Okay, so beating 60% is too hard. Let's move the limbo bar up a notch. CRFB also calculates its own "realistic baseline." This sounds complicated, but it's the deficit reducer's equivalent of Beginner's Level. This baseline assumes that the Bush tax
cuts are extended, some scheduled spending cuts are ignored,
and Congress upholds its proud tradition of pushing off hard decisions while it pushes up our debt burden. Sounds reasonable and easy to beat with a few smart cuts and tax changes. But even playing the game on Beginner, every GOP candidate that has ever led a national poll loses the game. Only Ron Paul wins, with a whopping $7.5 trillion in spending cuts.
According to White House projections, the president's budget (red in the graph below) wins the deficit reduction game (on Beginner's Level, at least). The reason is all in the taxes. Each of the GOP candidates cut taxes dramatically and can't find adequate savings, while the president proposes $1.5 trillion in tax increases concentrated on the richest 2%.
Let me anticipate some of your objections. First, the White House relies on optimistic growth numbers that might not play out. Slower growth would lead to higher deficits, because tax revenue wouldn't keep up with mandatory spending. Second, this is all guess work, and there's more than one way to guess. Conservative economists who support tax cuts might want to sell you on "dynamic scoring," which presumes that tax cuts lead to growth, which makes us richer, which increases tax revenue. This is the "tax cuts pay for themselves" argument, and it might be true in the future, but it has a spotty record in the past. Effective and marginal tax rates have fallen for the last 30 years, and growth since 2000 hasn't been so hot.
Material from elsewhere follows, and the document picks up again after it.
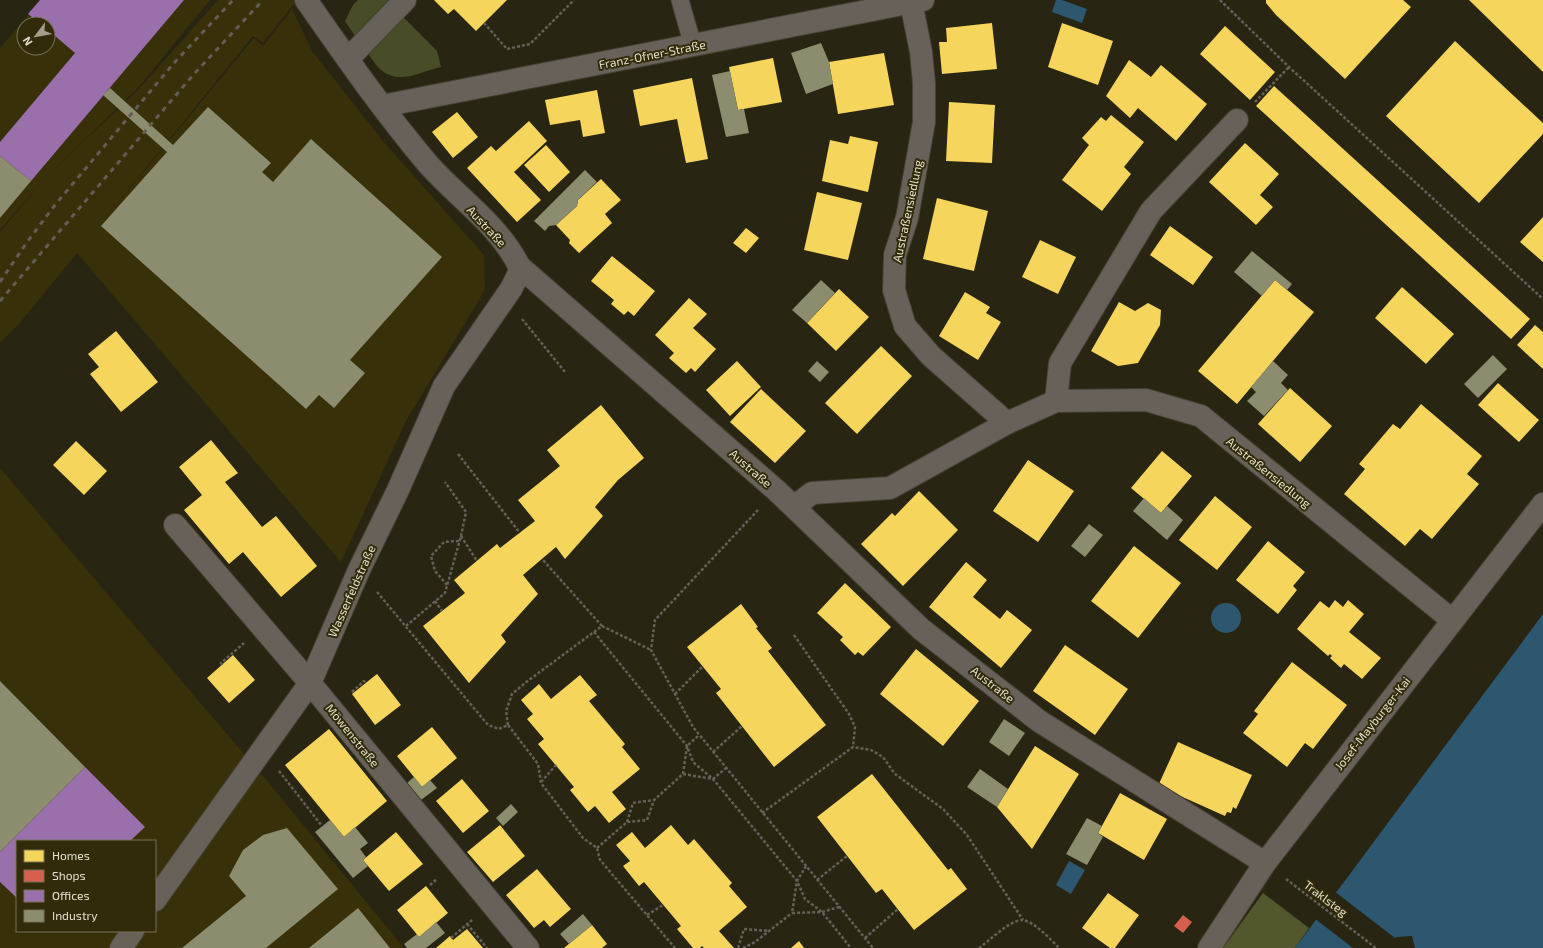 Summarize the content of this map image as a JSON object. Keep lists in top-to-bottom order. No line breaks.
{"streets":{"street":["Franz-Ofner-Straße","Austraßensiedlung","Austraße","Wasserfeldstraße","Josef-Mayburger-Kai","Möwenstraße"],"path":["Traklsteg"]},"crossings":[["Franz-Ofner-Straße","Austraßensiedlung"],["Franz-Ofner-Straße","Austraße"],["Austraßensiedlung","Austraße"],["Austraßensiedlung","Josef-Mayburger-Kai"],["Austraße","Wasserfeldstraße"],["Austraße","Josef-Mayburger-Kai"],["Austraße","Traklsteg"],["Wasserfeldstraße","Möwenstraße"],["Josef-Mayburger-Kai","Traklsteg"]],"legend":["Homes","Shops","Offices","Industry"],"north":"bottom left"}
These plans don't accidentally raise the deficit. They just don't care about the deficit. Deficit reduction isn't hard to do, arithmetically. You raise taxes over time. You control discretionary spending. You clear the way for health care cost innovation while introducing policies that will limit health care in the future. It's not rocket science, it's math. The hard stuff is getting Congress to agree to your math. But how is that supposed to happen if pols refuse to do even the basic addition and subtraction when it's just them and a blank sheet of paper? What does it say about a party that believes "deficit reduction" is a worthy phrase, but not a worthy goal? And what does it say about our political system, and the GOP candidates in particular, that we're normalized to the idea that politicians offer debt-reduction plans that can't even live up to their name?